Records excerpted from a collection
##############################
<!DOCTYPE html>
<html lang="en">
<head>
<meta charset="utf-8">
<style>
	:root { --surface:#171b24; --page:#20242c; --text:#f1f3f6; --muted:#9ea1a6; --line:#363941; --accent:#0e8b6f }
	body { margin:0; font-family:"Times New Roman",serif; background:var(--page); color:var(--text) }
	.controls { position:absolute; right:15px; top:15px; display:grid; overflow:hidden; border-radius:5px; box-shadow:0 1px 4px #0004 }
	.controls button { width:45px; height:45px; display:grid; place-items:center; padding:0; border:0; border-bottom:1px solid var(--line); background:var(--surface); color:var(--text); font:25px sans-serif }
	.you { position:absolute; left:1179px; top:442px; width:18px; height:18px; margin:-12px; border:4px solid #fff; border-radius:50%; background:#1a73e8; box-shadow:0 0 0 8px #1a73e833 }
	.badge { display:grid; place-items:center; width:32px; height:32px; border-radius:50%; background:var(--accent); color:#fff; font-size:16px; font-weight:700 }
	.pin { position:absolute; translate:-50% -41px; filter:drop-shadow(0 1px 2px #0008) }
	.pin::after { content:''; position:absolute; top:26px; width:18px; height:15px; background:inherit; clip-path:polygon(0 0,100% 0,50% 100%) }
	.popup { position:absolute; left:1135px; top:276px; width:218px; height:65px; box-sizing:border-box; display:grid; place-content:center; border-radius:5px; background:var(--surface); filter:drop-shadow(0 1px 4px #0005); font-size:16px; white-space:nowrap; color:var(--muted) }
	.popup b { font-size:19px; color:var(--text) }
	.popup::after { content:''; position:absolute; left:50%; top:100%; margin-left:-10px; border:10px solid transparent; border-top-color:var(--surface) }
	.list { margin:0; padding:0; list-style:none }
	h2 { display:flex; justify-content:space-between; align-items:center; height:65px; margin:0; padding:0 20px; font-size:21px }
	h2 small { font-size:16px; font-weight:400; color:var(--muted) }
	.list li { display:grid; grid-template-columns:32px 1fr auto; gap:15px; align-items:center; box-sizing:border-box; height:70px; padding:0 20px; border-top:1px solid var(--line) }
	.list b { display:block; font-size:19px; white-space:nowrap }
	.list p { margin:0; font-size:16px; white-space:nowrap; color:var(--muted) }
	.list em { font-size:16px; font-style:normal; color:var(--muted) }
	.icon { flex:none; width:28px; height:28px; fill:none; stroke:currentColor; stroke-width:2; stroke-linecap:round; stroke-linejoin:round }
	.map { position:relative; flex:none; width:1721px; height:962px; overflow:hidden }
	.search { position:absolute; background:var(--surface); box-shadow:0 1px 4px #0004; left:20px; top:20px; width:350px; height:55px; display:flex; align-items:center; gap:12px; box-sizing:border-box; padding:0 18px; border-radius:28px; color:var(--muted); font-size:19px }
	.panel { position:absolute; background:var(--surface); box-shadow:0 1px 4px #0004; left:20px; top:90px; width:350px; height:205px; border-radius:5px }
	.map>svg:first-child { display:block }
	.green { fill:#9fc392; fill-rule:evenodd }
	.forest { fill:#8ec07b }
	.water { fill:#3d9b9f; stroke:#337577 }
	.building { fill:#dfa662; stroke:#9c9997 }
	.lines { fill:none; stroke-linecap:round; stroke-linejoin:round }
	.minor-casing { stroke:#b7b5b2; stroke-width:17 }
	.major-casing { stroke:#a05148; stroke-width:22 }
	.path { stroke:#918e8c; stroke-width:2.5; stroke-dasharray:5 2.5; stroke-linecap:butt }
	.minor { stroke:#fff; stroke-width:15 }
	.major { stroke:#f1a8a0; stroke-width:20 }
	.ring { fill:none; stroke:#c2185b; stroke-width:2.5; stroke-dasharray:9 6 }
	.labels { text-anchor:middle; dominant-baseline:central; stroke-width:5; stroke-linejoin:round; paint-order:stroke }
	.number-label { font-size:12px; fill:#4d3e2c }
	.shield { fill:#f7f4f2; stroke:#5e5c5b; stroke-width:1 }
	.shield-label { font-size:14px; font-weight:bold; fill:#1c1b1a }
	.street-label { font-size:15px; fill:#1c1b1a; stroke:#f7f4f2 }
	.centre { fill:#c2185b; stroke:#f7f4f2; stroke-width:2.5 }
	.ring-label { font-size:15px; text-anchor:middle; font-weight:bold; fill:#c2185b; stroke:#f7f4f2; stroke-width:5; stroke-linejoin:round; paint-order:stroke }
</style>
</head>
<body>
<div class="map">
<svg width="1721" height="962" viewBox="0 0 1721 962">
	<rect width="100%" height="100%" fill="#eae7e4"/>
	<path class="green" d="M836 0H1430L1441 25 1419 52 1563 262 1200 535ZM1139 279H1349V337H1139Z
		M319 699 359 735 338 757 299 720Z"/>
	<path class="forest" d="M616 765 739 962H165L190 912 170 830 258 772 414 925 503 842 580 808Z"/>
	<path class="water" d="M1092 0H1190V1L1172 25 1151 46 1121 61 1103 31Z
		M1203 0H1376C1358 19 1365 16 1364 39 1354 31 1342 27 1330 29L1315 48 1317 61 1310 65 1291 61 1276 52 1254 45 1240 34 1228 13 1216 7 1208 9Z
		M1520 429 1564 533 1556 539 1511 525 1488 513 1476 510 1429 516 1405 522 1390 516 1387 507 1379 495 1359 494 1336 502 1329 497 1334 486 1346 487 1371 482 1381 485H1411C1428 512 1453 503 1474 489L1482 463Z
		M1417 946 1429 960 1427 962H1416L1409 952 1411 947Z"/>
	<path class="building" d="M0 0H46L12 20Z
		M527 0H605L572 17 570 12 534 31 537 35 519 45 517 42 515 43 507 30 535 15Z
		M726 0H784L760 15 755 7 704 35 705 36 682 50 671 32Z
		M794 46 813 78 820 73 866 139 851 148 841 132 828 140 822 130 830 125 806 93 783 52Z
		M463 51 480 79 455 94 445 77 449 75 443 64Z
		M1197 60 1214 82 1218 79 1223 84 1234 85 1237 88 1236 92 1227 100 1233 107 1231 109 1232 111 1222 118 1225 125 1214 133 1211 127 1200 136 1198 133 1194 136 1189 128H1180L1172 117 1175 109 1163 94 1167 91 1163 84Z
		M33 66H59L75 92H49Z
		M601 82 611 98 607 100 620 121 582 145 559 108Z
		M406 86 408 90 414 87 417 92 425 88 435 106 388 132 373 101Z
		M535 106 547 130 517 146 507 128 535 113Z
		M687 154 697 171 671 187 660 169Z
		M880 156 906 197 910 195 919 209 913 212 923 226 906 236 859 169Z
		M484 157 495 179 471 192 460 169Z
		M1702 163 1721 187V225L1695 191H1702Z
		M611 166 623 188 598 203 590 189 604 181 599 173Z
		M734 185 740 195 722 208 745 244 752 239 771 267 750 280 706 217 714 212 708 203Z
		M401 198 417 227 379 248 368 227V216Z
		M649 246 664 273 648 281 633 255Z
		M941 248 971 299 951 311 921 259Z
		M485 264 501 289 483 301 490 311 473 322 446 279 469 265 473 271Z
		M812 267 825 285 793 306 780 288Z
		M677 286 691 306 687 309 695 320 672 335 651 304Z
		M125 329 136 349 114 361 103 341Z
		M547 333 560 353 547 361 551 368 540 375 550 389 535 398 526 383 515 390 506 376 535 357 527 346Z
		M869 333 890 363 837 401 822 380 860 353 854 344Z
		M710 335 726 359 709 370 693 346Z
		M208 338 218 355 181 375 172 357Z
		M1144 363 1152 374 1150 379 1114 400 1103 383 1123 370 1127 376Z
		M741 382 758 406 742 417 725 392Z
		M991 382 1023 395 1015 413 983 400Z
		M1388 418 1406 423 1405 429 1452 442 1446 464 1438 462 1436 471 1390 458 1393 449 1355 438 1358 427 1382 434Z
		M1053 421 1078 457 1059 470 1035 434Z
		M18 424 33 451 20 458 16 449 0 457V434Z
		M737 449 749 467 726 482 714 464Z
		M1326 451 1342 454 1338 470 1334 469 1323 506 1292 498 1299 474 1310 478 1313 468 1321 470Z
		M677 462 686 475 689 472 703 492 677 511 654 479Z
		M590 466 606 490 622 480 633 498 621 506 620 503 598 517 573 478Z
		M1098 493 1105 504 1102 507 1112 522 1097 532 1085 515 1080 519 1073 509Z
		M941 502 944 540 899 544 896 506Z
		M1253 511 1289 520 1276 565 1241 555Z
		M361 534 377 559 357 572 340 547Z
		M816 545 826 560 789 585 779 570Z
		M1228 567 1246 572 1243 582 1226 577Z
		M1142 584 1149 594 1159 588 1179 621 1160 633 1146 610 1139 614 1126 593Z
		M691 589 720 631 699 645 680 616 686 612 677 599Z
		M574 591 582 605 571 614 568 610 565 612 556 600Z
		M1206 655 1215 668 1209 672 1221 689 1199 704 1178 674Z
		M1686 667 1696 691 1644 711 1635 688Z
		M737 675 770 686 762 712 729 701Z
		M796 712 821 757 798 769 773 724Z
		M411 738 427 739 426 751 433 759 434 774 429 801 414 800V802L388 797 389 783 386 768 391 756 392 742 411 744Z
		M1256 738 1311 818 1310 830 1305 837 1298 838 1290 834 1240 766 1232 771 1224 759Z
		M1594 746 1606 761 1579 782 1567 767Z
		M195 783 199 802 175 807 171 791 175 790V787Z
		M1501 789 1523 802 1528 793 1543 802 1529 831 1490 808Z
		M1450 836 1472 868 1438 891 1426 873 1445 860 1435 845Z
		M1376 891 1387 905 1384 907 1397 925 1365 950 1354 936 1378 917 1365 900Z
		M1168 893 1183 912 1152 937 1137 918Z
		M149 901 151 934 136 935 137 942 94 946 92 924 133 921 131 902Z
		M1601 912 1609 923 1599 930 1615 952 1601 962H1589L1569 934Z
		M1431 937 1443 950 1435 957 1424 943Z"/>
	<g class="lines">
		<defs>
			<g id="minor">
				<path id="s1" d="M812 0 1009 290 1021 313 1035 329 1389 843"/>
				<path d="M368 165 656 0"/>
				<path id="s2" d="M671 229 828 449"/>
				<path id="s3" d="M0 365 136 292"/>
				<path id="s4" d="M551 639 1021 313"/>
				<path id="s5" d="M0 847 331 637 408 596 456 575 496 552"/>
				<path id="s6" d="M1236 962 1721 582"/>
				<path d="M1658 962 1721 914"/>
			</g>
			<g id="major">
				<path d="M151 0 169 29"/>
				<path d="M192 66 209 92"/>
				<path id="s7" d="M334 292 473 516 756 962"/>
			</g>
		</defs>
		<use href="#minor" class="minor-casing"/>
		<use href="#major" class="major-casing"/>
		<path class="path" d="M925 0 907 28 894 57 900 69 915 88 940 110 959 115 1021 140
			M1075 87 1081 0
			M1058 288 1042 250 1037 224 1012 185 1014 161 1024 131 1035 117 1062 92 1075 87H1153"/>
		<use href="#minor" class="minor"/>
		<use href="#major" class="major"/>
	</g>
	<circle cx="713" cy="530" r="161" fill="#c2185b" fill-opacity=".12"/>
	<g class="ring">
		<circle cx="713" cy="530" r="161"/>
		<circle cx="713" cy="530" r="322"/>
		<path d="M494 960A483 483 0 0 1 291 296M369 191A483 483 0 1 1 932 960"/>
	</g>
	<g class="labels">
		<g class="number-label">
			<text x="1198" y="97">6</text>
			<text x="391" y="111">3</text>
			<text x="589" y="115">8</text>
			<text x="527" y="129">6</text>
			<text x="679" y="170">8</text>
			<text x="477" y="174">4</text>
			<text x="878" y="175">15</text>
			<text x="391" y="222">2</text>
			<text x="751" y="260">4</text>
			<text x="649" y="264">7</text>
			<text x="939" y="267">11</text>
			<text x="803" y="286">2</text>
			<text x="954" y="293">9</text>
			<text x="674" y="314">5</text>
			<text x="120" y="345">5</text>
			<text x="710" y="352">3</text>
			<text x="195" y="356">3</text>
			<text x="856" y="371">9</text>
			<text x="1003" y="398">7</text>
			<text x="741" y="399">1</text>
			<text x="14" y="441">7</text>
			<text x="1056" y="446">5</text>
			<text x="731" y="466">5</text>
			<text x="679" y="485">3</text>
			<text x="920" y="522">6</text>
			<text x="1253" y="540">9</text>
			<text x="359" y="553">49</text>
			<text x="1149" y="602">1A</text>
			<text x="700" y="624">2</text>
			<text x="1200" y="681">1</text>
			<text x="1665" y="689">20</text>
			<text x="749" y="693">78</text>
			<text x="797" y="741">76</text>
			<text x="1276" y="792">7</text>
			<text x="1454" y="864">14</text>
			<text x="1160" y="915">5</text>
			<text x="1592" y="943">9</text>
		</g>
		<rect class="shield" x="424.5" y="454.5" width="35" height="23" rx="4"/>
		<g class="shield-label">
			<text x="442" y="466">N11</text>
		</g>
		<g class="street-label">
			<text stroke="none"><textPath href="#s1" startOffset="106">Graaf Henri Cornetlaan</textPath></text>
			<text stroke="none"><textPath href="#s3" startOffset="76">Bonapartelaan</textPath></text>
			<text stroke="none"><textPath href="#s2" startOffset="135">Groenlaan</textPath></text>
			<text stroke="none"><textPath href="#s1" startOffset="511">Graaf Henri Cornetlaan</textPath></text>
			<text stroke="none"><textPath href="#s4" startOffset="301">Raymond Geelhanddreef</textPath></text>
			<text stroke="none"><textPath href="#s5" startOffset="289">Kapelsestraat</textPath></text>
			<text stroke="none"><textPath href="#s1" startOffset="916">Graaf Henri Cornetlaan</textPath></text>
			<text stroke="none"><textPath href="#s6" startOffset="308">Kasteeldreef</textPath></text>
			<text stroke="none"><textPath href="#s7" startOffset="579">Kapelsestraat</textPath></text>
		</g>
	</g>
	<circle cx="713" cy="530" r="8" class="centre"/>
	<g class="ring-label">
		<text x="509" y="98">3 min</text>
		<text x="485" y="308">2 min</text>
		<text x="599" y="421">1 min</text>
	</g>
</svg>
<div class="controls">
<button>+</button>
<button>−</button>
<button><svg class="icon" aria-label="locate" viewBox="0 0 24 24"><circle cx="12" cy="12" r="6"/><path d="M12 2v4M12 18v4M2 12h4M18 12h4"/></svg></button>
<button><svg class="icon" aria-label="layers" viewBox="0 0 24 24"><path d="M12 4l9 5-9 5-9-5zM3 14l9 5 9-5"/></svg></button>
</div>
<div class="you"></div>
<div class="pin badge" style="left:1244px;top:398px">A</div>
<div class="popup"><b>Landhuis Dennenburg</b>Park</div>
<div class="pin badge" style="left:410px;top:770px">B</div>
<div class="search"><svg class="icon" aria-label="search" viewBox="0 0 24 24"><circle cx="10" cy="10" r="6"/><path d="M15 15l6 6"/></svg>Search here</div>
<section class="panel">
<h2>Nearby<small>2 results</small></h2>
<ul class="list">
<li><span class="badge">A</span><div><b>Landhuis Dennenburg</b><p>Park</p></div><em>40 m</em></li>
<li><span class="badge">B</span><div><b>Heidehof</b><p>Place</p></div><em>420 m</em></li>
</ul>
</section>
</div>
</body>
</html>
##############################
| About this task |
When the line containing "content:''; position:absolute; top:26px;" is reached, include it and stop. Until then, output each line of the entries exactly as given, starting from the first.

| Solution below |
<!DOCTYPE html>
<html lang="en">
<head>
<meta charset="utf-8">
<style>
	:root { --surface:#171b24; --page:#20242c; --text:#f1f3f6; --muted:#9ea1a6; --line:#363941; --accent:#0e8b6f }
	body { margin:0; font-family:"Times New Roman",serif; background:var(--page); color:var(--text) }
	.controls { position:absolute; right:15px; top:15px; display:grid; overflow:hidden; border-radius:5px; box-shadow:0 1px 4px #0004 }
	.controls button { width:45px; height:45px; display:grid; place-items:center; padding:0; border:0; border-bottom:1px solid var(--line); background:var(--surface); color:var(--text); font:25px sans-serif }
	.you { position:absolute; left:1179px; top:442px; width:18px; height:18px; margin:-12px; border:4px solid #fff; border-radius:50%; background:#1a73e8; box-shadow:0 0 0 8px #1a73e833 }
	.badge { display:grid; place-items:center; width:32px; height:32px; border-radius:50%; background:var(--accent); color:#fff; font-size:16px; font-weight:700 }
	.pin { position:absolute; translate:-50% -41px; filter:drop-shadow(0 1px 2px #0008) }
	.pin::after { content:''; position:absolute; top:26px; width:18px; height:15px; background:inherit; clip-path:polygon(0 0,100% 0,50% 100%) }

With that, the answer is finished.